• **Required action**: Across the data below, how many lines have the word "weight" in them? Give the number and nothing else.

• **Records provided**:

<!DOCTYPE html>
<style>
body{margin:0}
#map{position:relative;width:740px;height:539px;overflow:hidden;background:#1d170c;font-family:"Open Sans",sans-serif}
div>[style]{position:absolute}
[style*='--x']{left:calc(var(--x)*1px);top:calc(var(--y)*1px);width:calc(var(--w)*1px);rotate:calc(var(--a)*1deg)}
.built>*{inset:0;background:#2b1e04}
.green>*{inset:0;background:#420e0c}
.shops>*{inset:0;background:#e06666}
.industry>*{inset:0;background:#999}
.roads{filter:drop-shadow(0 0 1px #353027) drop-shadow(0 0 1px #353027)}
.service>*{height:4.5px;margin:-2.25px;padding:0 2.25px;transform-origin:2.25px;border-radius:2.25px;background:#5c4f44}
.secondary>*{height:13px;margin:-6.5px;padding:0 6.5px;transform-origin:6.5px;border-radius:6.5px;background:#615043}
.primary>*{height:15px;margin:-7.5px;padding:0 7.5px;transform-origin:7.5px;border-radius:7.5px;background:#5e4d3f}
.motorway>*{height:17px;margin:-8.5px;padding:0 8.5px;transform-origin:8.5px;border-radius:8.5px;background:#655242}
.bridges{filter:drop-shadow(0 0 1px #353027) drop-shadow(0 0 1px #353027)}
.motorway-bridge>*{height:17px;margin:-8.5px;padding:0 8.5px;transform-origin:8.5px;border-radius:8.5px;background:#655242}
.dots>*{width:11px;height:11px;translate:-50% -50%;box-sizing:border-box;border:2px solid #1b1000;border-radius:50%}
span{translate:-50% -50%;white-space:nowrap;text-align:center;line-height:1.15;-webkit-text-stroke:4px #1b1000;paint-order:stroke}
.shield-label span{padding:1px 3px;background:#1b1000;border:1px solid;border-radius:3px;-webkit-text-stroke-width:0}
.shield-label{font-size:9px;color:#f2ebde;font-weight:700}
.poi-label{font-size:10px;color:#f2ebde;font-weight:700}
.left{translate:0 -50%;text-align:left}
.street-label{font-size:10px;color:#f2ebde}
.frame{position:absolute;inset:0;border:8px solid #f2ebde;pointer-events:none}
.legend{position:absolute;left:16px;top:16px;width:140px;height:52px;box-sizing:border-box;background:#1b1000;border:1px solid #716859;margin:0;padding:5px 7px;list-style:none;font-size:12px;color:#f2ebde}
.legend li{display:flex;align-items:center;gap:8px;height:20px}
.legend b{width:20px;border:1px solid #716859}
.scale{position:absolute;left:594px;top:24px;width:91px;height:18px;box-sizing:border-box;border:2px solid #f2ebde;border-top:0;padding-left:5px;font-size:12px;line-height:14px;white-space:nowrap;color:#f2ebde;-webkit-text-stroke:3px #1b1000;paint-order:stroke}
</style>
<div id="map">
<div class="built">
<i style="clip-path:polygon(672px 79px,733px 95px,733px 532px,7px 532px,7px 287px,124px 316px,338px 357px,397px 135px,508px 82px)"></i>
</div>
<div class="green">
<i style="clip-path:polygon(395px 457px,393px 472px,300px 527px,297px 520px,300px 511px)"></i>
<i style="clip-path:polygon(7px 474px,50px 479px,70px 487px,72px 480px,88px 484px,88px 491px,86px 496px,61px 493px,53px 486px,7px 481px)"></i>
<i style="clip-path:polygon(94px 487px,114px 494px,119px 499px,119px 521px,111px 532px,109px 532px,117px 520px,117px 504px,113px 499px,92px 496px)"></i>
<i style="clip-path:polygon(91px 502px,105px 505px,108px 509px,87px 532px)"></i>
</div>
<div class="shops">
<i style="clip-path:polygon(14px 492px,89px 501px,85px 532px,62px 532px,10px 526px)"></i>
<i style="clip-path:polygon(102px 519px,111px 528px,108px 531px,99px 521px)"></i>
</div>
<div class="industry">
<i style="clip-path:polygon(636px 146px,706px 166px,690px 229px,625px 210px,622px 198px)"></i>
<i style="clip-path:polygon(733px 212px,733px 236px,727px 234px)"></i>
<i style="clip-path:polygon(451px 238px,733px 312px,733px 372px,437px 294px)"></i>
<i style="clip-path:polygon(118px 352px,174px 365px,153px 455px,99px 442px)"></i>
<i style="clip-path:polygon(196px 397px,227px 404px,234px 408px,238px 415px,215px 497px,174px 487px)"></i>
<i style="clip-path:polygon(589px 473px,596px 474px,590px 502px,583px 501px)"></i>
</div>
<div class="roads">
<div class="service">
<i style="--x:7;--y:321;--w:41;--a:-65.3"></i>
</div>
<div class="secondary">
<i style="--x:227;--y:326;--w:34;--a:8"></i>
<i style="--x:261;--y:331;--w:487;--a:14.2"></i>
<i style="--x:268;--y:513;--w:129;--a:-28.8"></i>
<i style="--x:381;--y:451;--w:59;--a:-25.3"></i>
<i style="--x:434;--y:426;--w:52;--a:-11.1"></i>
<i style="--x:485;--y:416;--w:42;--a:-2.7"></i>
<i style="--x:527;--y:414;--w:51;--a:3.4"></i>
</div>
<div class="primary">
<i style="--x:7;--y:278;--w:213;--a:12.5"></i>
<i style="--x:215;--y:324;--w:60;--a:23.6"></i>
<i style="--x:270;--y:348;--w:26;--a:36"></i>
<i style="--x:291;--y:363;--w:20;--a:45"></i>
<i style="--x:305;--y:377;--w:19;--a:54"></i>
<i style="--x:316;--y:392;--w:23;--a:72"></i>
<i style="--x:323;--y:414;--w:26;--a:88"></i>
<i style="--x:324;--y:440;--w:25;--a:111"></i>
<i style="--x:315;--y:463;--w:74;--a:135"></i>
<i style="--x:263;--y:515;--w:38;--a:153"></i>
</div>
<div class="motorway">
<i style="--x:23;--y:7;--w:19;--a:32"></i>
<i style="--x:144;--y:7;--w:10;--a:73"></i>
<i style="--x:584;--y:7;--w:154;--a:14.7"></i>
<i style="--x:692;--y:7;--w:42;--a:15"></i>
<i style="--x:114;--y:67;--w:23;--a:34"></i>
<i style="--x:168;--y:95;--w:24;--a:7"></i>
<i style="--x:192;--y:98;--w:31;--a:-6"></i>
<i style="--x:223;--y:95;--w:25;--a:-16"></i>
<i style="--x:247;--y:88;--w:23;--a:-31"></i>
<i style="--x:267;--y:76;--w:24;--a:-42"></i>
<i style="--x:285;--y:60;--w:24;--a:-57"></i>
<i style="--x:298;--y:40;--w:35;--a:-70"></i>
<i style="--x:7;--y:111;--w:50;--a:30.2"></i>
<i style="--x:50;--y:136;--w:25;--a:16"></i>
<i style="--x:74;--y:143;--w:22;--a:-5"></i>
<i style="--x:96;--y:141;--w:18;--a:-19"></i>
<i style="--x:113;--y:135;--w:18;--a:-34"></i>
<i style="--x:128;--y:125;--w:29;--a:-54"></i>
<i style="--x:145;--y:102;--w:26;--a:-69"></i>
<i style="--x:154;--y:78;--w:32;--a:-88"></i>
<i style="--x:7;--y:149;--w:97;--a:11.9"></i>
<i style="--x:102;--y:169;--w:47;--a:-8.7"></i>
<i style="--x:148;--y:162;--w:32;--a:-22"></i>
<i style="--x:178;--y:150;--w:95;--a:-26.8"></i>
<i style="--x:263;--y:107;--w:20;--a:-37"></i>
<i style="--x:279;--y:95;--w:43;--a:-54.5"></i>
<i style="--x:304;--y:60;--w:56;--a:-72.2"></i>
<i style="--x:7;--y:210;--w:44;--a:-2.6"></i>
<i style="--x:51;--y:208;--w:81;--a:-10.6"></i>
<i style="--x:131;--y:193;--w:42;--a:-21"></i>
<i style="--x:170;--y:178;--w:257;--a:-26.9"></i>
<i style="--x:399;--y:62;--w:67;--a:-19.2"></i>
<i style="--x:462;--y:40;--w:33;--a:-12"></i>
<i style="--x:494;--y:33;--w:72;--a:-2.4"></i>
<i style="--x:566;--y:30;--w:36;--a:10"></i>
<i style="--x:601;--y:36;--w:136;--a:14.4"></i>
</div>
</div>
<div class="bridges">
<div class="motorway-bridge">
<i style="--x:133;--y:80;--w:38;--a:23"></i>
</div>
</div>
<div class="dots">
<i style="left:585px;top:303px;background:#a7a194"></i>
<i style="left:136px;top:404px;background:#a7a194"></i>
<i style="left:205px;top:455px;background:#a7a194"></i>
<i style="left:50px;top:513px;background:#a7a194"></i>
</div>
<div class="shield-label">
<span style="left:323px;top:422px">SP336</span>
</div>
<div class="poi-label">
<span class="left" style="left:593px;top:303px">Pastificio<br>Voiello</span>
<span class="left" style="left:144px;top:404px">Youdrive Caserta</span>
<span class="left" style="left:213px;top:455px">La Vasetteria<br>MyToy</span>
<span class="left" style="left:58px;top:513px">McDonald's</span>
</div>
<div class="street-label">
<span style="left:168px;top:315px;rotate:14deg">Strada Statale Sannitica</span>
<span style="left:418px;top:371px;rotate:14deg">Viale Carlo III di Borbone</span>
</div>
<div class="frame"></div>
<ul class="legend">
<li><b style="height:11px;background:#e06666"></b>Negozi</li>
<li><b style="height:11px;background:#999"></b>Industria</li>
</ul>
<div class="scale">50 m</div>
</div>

* * *

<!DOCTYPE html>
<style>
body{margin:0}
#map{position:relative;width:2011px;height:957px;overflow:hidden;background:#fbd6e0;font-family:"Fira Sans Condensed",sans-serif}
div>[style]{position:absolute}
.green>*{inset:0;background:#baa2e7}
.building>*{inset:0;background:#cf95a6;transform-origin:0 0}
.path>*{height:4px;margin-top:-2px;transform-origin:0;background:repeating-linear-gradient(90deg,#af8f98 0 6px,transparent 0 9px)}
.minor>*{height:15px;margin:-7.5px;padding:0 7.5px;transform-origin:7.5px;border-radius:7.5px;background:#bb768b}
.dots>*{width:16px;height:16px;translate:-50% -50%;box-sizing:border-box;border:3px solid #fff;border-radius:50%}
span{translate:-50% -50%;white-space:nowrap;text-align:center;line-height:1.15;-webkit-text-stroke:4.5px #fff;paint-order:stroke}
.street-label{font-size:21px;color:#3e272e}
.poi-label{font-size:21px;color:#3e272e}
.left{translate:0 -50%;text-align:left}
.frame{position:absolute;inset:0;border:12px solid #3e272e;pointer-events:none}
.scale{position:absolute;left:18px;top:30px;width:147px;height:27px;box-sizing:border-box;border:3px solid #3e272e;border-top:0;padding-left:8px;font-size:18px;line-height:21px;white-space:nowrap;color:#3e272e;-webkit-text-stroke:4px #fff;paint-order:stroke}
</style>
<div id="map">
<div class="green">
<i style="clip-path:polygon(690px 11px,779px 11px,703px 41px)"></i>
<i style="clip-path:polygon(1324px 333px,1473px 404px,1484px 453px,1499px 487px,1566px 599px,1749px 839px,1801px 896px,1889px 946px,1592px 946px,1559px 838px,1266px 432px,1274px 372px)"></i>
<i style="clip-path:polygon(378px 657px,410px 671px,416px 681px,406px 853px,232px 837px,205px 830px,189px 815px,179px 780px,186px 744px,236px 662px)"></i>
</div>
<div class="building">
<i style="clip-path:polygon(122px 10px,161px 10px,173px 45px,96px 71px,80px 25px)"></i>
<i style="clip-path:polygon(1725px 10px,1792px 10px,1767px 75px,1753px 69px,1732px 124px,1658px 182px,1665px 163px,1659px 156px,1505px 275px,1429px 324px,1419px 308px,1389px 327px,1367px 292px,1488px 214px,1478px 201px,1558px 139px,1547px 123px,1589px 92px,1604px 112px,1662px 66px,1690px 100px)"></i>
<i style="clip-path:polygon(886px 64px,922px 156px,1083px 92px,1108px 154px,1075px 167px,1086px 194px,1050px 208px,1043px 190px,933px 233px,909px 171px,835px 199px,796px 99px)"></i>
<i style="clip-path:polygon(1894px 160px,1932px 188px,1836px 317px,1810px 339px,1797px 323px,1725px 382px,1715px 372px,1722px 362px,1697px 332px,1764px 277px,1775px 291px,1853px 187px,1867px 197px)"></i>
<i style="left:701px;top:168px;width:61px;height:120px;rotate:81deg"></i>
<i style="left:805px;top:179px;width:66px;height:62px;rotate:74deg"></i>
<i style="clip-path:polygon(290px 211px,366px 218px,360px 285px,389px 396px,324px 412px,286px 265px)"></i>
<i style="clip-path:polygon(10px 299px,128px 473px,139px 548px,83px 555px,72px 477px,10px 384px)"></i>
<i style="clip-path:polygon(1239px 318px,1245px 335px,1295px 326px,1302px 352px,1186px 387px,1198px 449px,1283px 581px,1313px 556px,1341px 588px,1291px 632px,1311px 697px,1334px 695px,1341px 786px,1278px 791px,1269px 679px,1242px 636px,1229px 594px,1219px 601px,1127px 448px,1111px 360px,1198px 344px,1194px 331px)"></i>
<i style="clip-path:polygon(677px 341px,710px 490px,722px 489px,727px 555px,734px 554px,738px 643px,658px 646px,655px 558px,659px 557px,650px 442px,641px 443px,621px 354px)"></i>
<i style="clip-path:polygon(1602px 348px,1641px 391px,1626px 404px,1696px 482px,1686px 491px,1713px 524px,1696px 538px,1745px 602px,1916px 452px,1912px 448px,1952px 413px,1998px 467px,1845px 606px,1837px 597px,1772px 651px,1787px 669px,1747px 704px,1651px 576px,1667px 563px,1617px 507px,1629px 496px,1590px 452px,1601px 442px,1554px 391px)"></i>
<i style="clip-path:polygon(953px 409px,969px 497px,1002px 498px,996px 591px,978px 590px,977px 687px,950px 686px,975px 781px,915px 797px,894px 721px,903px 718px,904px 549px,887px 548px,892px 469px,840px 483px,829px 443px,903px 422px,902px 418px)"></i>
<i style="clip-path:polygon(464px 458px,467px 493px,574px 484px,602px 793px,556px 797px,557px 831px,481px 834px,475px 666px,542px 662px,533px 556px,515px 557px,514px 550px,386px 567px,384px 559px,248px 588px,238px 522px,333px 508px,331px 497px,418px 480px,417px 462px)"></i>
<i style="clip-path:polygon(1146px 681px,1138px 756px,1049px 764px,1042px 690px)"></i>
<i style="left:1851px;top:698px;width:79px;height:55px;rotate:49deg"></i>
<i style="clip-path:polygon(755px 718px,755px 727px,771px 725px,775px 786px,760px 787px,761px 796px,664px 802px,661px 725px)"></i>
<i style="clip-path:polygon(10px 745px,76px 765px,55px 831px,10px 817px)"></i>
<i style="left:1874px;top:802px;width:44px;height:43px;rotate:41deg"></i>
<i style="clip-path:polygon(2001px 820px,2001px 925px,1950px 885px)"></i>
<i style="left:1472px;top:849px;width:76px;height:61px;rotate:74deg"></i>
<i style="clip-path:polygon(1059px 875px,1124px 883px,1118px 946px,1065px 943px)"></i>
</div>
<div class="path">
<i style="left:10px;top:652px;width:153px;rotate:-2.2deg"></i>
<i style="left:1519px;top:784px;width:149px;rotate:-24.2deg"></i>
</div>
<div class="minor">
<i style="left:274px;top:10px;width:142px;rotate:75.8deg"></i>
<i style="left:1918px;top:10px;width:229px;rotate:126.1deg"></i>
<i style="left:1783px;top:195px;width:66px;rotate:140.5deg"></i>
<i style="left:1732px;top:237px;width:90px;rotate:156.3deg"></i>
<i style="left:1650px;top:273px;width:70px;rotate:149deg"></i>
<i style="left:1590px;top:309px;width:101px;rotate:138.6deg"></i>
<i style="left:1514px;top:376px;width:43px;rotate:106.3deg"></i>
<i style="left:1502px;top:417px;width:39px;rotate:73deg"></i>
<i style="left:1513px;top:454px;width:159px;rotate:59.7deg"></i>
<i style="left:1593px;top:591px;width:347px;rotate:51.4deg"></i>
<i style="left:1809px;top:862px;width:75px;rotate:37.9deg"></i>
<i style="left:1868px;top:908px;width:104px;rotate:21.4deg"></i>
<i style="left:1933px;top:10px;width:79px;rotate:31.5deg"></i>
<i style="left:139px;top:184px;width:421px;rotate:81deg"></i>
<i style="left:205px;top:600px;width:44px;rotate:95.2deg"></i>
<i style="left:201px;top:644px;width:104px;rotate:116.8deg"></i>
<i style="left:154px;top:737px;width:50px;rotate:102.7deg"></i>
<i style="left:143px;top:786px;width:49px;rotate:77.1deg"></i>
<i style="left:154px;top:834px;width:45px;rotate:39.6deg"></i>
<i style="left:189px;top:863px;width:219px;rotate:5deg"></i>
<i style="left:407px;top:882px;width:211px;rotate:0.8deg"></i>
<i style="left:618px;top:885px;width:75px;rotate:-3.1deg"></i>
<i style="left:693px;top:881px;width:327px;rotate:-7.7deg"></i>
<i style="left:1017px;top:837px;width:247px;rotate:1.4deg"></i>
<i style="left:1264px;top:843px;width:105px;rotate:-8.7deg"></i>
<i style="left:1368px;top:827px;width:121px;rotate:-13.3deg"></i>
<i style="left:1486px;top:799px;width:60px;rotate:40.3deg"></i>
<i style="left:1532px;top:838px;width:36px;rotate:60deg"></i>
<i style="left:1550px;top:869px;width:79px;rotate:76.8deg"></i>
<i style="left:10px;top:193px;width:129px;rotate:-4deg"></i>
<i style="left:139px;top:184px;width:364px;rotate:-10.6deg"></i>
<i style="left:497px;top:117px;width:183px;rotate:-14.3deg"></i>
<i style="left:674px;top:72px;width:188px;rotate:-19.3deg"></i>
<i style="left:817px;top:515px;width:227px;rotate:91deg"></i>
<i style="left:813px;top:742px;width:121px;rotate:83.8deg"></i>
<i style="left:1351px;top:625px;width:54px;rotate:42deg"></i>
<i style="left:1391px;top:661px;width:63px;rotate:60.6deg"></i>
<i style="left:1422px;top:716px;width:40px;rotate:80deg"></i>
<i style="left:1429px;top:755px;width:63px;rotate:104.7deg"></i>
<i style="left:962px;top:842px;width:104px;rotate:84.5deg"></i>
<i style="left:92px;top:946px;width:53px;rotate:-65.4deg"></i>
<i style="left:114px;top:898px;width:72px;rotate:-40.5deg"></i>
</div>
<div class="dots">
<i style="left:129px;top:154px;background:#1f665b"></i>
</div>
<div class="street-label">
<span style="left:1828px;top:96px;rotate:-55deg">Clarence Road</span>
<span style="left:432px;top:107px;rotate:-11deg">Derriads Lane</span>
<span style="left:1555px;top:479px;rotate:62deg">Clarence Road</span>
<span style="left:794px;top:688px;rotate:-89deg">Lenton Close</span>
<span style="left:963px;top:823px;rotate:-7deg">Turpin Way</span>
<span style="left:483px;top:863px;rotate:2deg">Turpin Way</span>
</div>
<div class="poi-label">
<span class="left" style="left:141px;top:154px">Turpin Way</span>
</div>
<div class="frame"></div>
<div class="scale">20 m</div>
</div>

• **Exercise answer**: 2